Nah, setelah kedua belah pihak tersebut mengeluarkan pendapatnya masing-masing tentang sertifikasi ulama ini, kita dapat mengetahui beberapa hal tentang permasalahan tersebut yang sedang diperbincangkan oleh orang-orang ternama di indonesia. Selain itu, di sisi lain kita dapat mengambil sebuah pelajaran akan pentingnya untuk mengetahui tentang sertifikasi ulama. Jadi, sertifikasi ulama itu sangat penting untuk diterapkan di negara indonesia sehingga, berkaitan dengan sertifikasi ulama terhadap ulama itu sendiri, ada beberapa hal yang harus dipenuhinya diantaranya yaitu, ulama sekarang ini harus memahami betul apa sebenarnya agama islam itu, termasuk seluruh sejarahnya dalil-dalil disertai dengan dalil yang paling shahih yang berkaitan dengan apapun di dalam agama islam ini.
Masalah sertifikasi ulama dalam hal ini yaitu hanya ditujukan kepada para ulama yang ilmunya hanya sebatas orang-orang yang bukan ulama padahal, ulama itu merupakan ahli ilmu di dunia ini. Di sisi lain, sertifikasi ulama terhadap ulama yang memang ilmunya sudah matang sudah tidak perlu lagi karena, tujuan dari permasalahan sertifikasi ulama ini yaitu agar ulama-ulama lain bisa untuk tidak asal-asalan pada saat menyampaikan sebuah dakwah terhadap masyarakat umum.

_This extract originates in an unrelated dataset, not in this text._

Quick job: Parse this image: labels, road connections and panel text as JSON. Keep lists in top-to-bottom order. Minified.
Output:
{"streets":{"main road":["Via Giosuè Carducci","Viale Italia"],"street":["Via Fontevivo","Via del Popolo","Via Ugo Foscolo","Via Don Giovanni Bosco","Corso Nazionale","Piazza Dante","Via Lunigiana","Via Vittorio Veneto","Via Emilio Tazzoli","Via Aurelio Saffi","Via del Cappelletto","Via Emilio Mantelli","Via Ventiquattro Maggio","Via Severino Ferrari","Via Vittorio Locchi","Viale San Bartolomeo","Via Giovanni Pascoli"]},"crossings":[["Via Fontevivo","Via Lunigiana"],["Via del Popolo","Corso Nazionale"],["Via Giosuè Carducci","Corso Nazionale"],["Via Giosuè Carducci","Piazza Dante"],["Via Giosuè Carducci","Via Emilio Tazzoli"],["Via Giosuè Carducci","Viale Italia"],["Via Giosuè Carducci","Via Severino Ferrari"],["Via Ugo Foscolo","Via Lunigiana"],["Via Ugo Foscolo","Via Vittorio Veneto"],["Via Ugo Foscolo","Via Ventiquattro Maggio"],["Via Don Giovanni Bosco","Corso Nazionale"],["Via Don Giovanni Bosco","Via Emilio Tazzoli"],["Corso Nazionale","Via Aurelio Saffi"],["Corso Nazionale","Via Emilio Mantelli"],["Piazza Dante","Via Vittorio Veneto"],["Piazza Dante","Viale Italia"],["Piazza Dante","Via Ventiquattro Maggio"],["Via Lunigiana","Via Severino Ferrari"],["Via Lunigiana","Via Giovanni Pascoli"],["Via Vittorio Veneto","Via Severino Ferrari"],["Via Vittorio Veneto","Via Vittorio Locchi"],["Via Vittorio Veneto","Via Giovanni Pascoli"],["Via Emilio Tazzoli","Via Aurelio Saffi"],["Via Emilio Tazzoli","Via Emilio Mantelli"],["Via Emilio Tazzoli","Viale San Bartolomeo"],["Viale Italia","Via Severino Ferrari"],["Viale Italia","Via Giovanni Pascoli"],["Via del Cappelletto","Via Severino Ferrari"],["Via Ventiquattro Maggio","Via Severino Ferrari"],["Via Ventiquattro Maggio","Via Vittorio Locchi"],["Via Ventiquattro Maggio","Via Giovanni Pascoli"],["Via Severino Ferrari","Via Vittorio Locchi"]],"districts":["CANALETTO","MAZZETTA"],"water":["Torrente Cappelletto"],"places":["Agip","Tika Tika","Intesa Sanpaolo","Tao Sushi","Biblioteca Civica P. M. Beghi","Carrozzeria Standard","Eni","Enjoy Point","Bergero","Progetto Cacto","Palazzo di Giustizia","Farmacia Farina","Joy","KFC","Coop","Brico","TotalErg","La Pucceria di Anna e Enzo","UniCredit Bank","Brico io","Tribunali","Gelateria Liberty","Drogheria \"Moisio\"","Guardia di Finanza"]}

Jadi, masalah sertifikasi ulama bukan sebuah permainan yang dihadapi oleh sebuah negara khususnya negara-negara yang di dalamnya mayoritas islam. Jadi, sudah sangat seharusnya sertifikasi ulama itu benar-benar ditangani secara serius oleh pemerintah beserta para ulama yang sudah memiliki ilmu yang matang. Sehingga, dengan diterapkannya sertifikasi ulama ini dapat menjadi sebuah alternatif dalam hal pencegahan terhadap ulama yang berdakwah hanya sekedar mengambil dari satu sisi dalil tanpa mengkajinya dengan baik.
Oleh karena itu, berkenaan dengan hal tersebut dapat disimpulkan bahwa pemberian sertifikat terhadap para ulama yang statusnya sebagai ulama masih dibilang belum memenuhi sangatlah penting demi terciptanya seorang ulama yang betul-betul dapat menjadi sebuah tauladan dan ilmunya tentang agama islam yang berlandaskan Qur’an dan Hadist dapat di realisasikan dan diamalkan kepada masyarakat islam sehingga, bisa dijadikan sebagai panutan dan gaya hidup dalam kehidupan sehari-hari.